Leaping back into the realm of lyric writing he’d largely handled with Zeppelin, Plant said the new songs largely started out of riffs and melodies he and the other Space Shifters cooked up, which they used as the springboard to explore impressions about different cultures he’s immersed himself in over the last 50 years.
That yielded lyrics — some highly impressionistic, some crafted in more linear fashion — that embrace the joy of discovery and the ability of music to create connection across cultural divides (“Turn It Up”), others giving voice to new realizations about facets of his home and the world he was raised in (“Somebody There”).”Up on the Hill (Understanding Arthur),” he said, was inspired by Europe’s long history of monarchies and a legacy that has left “so many people still waiting for another Arthur, a leader who will set everything right.”
And along the way, he benefited from the inspiration of another Arthur, his dog.
“The songs started mostly from grooves,” he said. “I’d work on them and work and work, and then I’d give myself a reward by taking Arthur to the pub.
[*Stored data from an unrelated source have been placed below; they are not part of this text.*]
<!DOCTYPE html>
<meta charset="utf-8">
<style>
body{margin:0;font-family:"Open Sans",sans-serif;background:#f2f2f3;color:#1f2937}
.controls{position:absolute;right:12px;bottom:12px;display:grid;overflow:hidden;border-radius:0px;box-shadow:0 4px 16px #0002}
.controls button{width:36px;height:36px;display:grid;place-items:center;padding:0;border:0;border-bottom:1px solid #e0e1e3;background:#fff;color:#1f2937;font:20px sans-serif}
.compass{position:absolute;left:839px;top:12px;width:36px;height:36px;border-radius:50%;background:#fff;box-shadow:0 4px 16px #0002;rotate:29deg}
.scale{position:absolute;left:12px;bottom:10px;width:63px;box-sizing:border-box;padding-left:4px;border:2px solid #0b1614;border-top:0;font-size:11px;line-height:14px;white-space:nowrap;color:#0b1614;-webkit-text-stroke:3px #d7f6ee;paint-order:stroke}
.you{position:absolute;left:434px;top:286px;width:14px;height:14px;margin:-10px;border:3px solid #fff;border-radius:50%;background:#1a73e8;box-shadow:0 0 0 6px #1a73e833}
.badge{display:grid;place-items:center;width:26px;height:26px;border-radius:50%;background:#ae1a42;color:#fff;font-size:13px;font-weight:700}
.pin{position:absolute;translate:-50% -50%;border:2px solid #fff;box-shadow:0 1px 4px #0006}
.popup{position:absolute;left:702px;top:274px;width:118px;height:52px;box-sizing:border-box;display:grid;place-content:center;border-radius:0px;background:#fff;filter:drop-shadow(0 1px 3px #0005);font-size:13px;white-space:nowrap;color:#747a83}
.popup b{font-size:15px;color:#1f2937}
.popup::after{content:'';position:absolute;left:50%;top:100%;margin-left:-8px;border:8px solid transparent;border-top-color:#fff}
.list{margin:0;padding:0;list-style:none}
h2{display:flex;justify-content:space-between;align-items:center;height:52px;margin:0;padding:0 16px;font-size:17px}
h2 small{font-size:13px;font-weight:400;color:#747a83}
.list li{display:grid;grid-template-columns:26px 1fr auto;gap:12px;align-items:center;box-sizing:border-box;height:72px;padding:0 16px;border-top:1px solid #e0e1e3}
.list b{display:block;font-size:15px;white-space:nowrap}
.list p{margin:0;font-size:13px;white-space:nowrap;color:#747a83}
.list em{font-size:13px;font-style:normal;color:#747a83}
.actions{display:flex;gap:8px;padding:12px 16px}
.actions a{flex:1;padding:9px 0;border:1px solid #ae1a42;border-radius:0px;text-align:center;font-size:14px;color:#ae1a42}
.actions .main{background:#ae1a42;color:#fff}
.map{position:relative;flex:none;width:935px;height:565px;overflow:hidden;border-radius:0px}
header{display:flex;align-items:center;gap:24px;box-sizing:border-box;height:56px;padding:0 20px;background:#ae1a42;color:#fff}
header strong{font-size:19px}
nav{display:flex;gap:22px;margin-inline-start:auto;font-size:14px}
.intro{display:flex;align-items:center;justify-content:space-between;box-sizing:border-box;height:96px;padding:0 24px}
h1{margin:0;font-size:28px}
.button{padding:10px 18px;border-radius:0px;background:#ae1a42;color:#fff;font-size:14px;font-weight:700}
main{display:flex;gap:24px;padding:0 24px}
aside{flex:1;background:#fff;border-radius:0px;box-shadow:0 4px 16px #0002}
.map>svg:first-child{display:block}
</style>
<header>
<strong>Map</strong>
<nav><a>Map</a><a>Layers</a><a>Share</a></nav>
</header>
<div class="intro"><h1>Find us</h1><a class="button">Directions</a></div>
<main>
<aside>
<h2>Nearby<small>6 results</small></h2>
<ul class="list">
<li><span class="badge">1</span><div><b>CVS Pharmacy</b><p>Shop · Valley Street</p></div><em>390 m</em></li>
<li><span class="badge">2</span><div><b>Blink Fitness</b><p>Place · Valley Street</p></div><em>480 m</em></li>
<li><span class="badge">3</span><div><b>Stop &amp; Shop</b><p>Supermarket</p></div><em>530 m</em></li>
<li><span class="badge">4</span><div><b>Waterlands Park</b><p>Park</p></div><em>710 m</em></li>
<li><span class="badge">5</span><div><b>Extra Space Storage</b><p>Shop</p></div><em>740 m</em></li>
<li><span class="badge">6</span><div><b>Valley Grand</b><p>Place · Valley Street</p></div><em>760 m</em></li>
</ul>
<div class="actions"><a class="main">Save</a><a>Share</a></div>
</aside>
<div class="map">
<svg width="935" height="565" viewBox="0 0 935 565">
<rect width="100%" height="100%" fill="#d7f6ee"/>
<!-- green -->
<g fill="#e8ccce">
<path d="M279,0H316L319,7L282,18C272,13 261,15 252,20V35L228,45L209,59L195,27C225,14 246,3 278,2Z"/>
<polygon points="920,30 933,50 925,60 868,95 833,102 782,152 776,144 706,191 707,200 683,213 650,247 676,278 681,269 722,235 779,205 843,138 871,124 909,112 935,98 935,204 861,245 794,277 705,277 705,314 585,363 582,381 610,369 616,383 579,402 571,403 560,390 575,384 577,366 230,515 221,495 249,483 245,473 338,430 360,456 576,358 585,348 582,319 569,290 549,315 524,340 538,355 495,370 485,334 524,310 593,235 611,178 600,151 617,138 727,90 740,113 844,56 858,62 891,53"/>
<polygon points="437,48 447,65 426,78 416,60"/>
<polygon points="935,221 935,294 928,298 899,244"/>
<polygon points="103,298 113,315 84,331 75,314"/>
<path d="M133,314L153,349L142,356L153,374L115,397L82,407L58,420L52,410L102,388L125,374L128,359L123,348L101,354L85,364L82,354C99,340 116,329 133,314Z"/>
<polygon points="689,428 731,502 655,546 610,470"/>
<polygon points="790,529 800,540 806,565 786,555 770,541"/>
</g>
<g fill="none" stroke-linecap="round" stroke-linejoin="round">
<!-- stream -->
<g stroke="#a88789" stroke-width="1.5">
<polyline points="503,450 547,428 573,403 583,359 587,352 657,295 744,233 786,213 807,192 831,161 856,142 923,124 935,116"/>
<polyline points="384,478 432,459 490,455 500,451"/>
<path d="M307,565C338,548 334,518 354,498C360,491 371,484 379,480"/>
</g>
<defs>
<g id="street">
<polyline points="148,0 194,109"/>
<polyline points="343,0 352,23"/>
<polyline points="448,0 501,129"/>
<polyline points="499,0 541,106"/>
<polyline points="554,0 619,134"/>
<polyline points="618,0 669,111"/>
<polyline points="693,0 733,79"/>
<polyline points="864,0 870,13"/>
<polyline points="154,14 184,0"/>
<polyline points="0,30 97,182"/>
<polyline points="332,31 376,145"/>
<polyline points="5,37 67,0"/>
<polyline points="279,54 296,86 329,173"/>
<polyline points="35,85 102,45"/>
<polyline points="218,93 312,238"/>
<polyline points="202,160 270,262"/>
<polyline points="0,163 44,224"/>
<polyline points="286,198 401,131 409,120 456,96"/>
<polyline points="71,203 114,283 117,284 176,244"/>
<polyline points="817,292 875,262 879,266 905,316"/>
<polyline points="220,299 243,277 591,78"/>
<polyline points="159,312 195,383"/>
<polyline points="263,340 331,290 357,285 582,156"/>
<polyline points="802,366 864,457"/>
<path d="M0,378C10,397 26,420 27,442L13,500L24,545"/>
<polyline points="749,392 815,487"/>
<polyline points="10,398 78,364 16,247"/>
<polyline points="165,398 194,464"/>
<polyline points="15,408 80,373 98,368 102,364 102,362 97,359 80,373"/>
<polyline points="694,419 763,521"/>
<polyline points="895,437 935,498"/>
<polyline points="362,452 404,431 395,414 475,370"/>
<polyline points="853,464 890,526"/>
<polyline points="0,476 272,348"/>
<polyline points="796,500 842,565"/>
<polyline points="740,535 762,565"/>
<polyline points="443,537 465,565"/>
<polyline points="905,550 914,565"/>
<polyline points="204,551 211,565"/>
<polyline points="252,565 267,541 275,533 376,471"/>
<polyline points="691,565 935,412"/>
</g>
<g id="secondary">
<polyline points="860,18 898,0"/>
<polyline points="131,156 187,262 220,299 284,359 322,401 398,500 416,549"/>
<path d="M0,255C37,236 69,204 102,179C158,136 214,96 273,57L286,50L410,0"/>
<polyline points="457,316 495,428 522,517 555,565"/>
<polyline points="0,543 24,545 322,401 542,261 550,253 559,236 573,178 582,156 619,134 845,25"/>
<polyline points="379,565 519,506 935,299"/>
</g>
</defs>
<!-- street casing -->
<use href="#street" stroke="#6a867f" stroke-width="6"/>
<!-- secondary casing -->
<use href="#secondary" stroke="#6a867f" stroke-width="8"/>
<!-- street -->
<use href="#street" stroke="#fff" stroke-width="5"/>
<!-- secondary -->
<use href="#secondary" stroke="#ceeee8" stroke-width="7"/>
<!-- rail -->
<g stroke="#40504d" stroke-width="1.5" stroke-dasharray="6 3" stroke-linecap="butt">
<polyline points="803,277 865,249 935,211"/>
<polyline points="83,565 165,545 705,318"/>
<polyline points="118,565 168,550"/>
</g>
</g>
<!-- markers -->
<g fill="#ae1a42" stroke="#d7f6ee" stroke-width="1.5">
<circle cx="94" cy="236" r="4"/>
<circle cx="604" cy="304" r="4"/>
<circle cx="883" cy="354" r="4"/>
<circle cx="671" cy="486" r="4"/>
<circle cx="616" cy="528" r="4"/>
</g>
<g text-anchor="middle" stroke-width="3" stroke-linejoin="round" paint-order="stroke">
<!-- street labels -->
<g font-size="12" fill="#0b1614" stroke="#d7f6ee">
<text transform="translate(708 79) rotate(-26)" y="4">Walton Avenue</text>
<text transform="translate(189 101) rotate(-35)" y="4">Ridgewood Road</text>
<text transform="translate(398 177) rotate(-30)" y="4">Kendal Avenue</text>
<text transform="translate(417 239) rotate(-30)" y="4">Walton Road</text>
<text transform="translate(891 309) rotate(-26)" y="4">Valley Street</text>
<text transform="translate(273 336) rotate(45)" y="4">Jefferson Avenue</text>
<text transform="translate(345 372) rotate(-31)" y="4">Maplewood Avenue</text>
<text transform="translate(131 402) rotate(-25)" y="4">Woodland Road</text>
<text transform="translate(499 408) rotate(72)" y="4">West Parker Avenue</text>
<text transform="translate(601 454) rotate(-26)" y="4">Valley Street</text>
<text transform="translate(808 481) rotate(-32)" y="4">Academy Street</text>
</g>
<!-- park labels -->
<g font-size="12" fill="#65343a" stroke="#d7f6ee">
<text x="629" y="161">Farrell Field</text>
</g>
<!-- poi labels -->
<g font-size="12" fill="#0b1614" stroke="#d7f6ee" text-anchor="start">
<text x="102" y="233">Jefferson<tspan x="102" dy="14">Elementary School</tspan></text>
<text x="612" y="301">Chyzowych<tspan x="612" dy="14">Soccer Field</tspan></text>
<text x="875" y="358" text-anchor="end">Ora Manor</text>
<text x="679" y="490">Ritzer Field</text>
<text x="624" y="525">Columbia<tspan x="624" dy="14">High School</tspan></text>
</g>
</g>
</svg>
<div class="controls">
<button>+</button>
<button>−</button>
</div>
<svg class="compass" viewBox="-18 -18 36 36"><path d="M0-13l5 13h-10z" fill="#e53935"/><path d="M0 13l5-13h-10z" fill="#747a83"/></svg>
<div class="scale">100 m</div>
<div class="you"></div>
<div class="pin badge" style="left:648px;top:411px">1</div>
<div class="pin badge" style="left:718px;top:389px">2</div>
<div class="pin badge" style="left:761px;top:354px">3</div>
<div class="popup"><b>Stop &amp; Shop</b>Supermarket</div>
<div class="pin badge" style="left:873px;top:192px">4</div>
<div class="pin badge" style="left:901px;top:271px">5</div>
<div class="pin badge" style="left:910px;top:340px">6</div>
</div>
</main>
But I wouldn’t go until I’d gotten something going that was far out there and recorded it. Thank God, the juices have started to flow again.”
Toward what end?
“The shared moment in music where people are all on the same page — it’s the only place to be,” Plant said. “I think the last however many years of my singing, where I’ve been in very, very good company, there’s been an element of charm and kindness and exploration. That keeps me from thinking there’s nothing left to do.”